She had the little bottle under the blanket, she was thinking. A few drops of that and—the Bryd was positively flabbergasted. The girl was getting ready to kill herself. The Bryd probed into her mind for an instant and discovered that she wasn't being a martyr and had no complexes; she was just trying to straighten things out for Dale and Ann.

Oh, beans, thought the Bryd. If humans weren't the dumbest beings ever! It watched Marillyn raise the bottle to her lips. It simultaneously took the form of a nurse, standing there at Marillyn's side, and Marillyn gasped and said, "Oh, nurse, I didn't know you were there."

"I am," said the Bryd in its best contralto voice. "Did you wish something, Miss?"

The hand with the bottle of poison fell back under the blanket. "No, I didn't call."

"May I move your chair out of the sun, Miss?"
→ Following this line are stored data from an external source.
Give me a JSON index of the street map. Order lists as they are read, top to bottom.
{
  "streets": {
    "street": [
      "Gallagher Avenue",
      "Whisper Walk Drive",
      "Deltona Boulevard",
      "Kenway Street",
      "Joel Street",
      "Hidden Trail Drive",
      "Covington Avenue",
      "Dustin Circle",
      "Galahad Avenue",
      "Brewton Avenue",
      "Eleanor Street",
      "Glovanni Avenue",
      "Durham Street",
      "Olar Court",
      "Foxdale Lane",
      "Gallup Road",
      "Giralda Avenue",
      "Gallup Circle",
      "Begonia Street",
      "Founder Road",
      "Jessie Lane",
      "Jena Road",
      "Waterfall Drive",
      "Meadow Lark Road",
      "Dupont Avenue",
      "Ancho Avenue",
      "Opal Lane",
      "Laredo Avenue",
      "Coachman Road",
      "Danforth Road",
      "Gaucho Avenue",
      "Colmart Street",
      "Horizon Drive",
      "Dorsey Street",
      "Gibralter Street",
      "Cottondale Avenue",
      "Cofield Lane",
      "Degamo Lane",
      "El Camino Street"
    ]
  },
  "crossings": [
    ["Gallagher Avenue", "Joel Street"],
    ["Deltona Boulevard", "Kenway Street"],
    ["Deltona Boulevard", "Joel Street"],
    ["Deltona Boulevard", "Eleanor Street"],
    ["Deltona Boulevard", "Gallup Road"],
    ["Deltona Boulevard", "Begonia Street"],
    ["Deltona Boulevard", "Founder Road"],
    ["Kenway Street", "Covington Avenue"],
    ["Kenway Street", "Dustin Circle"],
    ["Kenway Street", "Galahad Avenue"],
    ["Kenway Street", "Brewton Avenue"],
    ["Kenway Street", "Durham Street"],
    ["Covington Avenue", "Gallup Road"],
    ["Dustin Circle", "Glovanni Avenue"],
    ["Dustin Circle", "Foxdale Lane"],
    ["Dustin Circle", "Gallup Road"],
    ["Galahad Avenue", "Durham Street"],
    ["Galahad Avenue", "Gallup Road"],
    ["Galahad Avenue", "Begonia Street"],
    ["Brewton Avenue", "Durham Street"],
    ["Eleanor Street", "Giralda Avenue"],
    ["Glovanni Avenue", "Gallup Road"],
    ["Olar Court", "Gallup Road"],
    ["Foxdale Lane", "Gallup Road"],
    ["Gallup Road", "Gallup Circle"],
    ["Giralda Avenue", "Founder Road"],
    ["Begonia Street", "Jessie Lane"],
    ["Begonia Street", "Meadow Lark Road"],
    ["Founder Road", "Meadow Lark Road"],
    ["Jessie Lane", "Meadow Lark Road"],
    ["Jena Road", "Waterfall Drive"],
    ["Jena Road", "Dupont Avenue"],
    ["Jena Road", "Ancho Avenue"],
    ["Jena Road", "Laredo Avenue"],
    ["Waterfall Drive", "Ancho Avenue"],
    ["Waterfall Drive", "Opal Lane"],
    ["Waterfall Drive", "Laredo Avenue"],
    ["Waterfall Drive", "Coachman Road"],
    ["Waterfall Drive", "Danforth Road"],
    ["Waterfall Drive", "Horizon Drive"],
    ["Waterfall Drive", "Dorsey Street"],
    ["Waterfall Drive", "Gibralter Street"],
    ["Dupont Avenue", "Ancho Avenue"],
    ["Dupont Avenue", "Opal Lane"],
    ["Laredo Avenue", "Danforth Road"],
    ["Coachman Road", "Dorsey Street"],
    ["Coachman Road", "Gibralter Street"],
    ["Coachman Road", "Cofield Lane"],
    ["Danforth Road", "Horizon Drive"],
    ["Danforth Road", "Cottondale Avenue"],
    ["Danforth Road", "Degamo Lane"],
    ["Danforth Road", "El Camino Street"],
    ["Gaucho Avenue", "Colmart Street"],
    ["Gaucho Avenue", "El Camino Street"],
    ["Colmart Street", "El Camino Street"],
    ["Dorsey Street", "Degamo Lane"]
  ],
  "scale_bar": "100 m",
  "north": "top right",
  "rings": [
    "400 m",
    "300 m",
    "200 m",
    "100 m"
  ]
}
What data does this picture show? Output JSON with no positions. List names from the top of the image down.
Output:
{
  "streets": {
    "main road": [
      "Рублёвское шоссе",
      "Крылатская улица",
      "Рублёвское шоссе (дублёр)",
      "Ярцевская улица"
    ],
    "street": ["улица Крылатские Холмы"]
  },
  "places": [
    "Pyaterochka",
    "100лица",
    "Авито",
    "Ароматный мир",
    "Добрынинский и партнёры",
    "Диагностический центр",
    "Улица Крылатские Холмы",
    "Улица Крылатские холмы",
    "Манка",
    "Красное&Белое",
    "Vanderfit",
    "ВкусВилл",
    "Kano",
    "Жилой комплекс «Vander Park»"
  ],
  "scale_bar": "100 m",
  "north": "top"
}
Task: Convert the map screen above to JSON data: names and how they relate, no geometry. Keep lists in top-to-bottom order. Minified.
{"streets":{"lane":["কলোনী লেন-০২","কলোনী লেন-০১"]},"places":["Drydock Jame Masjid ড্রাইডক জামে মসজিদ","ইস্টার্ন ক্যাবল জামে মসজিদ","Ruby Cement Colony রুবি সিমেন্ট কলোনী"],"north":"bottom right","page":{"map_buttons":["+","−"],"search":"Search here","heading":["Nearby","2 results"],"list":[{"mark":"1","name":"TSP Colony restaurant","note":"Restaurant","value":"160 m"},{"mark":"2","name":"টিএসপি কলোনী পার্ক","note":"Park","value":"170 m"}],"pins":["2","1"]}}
"It isn't in the sun," Marillyn said.

The Bryd raised its eyebrows. It did some quick work on the wind, and there was the sun, shining steadily through an opening in the magnolia trees.

"Perhaps it is too bright," said Marillyn. "If you'd just move it over there—"

The Bryd was delighted. In the process of moving the chair, it got its figurative hands on the bottle and disintegrated it. Then it said, "Miss, don't you think you will get well?"

Marillyn said calmly, resignedly, "There's no chance. None whatever. When brain-tissue is gone, there is nothing medical science can do. They can't build tissue, you know."